Exactly ten years ago this week, I wrote about a surprising gift received while doing yard work. The message still sings in my heart ...
here's an excerpt:
The ivy had gotten a strangle hold on the junipers and the junipers had gotten a hold on me. Scratched skin and snagged pants, I was losing the battle on this backyard hill. All I wanted was a clear place to plant some flowers for spring. I was not a gardener and was beginning to wish I had enlisted the aid of someone who was - or at least had more experience with thickets. The sun was hot for a March afternoon and I was about to call it quits when something caught my eye - something purple lying in the dirt.
It was the tip of a crocus trying to push up under the weight of all the dead branches. This burst of color startled and delighted me and energized my efforts. Suddenly, my quest took on a whole new meaning and I was crusading for a cause. The more I cleared around the young blossom, the more flashes of color appeared ... and so did the tears. The more I rescued the flowers, the more I rescued myself.

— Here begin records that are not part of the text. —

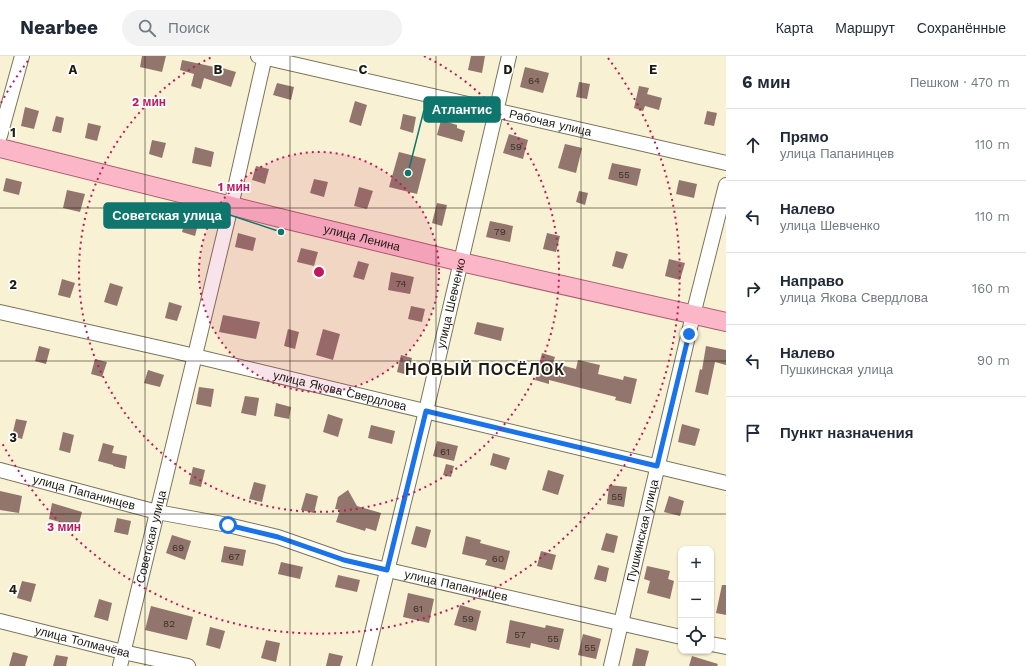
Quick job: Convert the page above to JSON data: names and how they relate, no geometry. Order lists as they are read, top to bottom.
{
  "streets": {
    "main road": ["улица Ленина"],
    "street": [
      "Рабочая улица",
      "улица Шевченко",
      "улица Якова Свердлова",
      "улица Папанинцев",
      "Пушкинская улица",
      "Советская улица",
      "улица Толмачёва"
    ]
  },
  "crossings": [
    ["Рабочая улица", "улица Шевченко"],
    ["Рабочая улица", "Советская улица"],
    ["улица Ленина", "улица Шевченко"],
    ["улица Ленина", "Пушкинская улица"],
    ["улица Ленина", "Советская улица"],
    ["улица Шевченко", "улица Якова Свердлова"],
    ["улица Шевченко", "улица Папанинцев"],
    ["улица Якова Свердлова", "Пушкинская улица"],
    ["улица Якова Свердлова", "Советская улица"],
    ["улица Папанинцев", "Пушкинская улица"],
    ["улица Папанинцев", "Советская улица"],
    ["Советская улица", "улица Толмачёва"]
  ],
  "districts": ["НОВЫЙ ПОСЁЛОК"],
  "places": ["Атлантис", "Советская улица"],
  "house_numbers": [
    "64",
    "59",
    "55",
    "79",
    "74",
    "61",
    "55",
    "69",
    "67",
    "60",
    "61",
    "59",
    "82",
    "57",
    "55",
    "55"
  ],
  "page": {
    "header": "Nearbee",
    "search": "Поиск",
    "nav": ["Карта", "Маршрут", "Сохранённые"],
    "heading": ["6 мин", "Пешком · 470 m"],
    "list": [
      ["Прямо", "улица Папанинцев", "110 m"],
      ["Налево", "улица Шевченко", "110 m"],
      ["Направо", "улица Якова Свердлова", "160 m"],
      ["Налево", "Пушкинская улица", "90 m"],
      "Пункт назначения"
    ],
    "map_buttons": ["+", "−"]
  },
  "grid": {
    "columns": [
      "A",
      "B",
      "C",
      "D",
      "E"
    ],
    "rows": [
      "1",
      "2",
      "3",
      "4"
    ]
  },
  "rings": ["2 мин", "1 мин", "3 мин"]
}
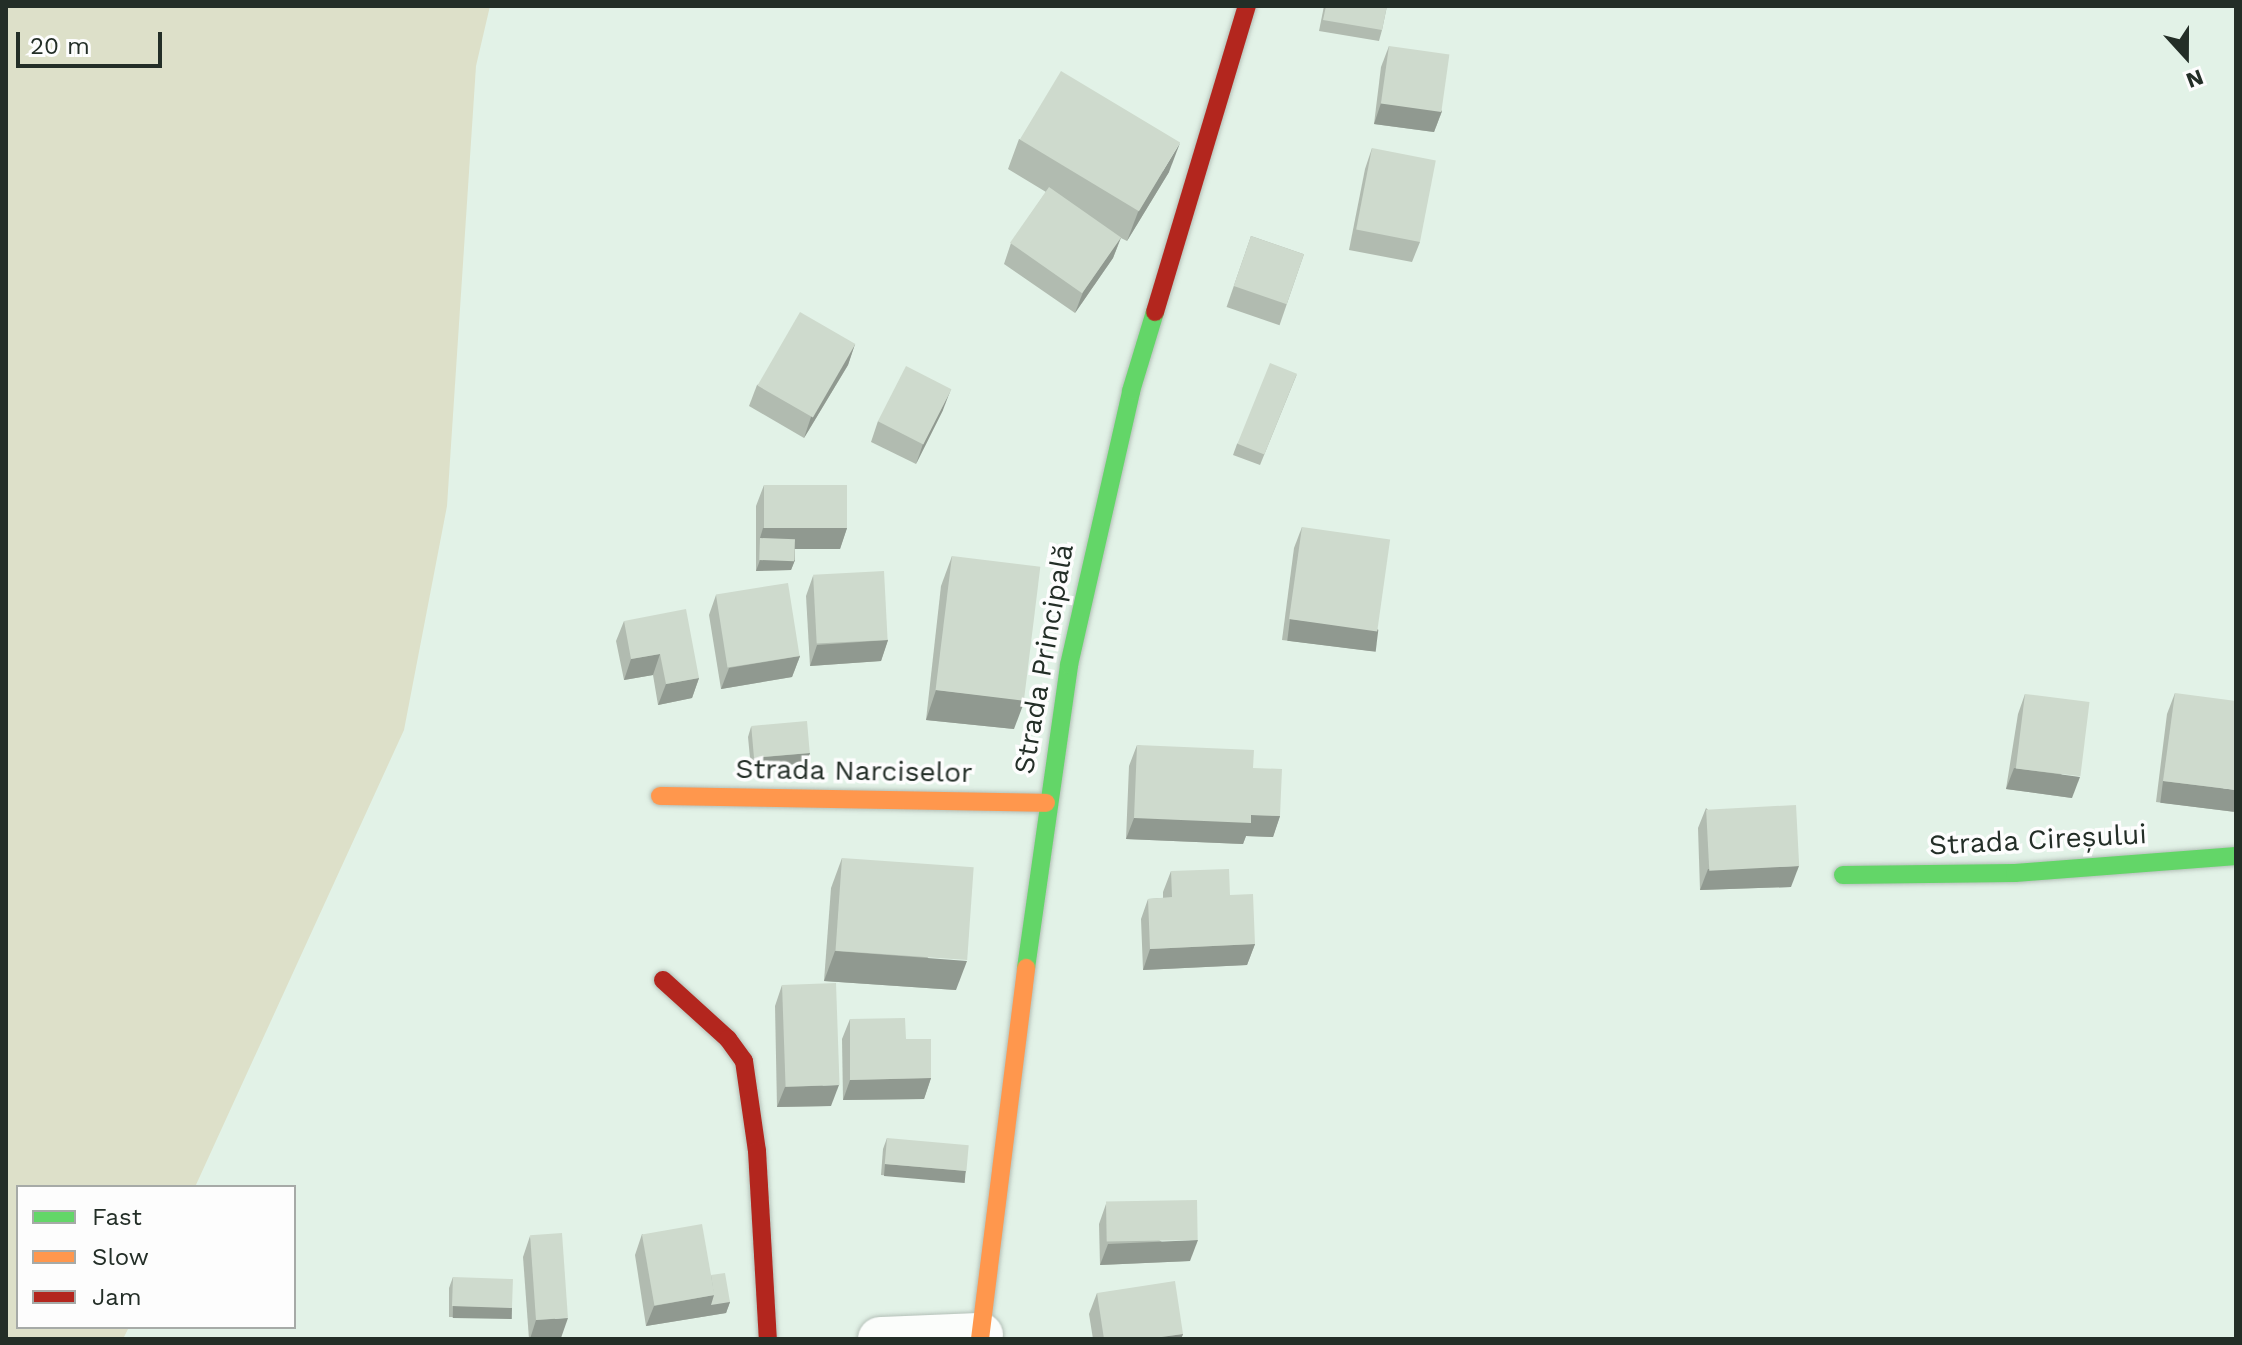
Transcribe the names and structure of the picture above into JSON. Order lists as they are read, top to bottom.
{
  "streets": {
    "main road": ["Strada Principală", "Strada Narciselor", "Strada Cireșului"]
  },
  "crossings": [
    ["Strada Principală", "Strada Narciselor"]
  ],
  "legend": ["Fast", "Slow", "Jam"],
  "scale_bar": "20 m",
  "north": "bottom"
}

We were somehow connected - these sisters in the dirt and I. The tangled ivy and dead branches became the painful memories that had choked my growth and hid my colorful spirit. I sobbed and pulled for another hour.
The photo you see above is what greeted me the next morning. I am so very glad that I tackled the yard myself. What a gift it was to release the debris of the past and clear a path for newness to emerge.
Note: I'm still not a gardener but I am a firm believer in gifts that appear in surprising ways. What treasures might you unearth this Spring?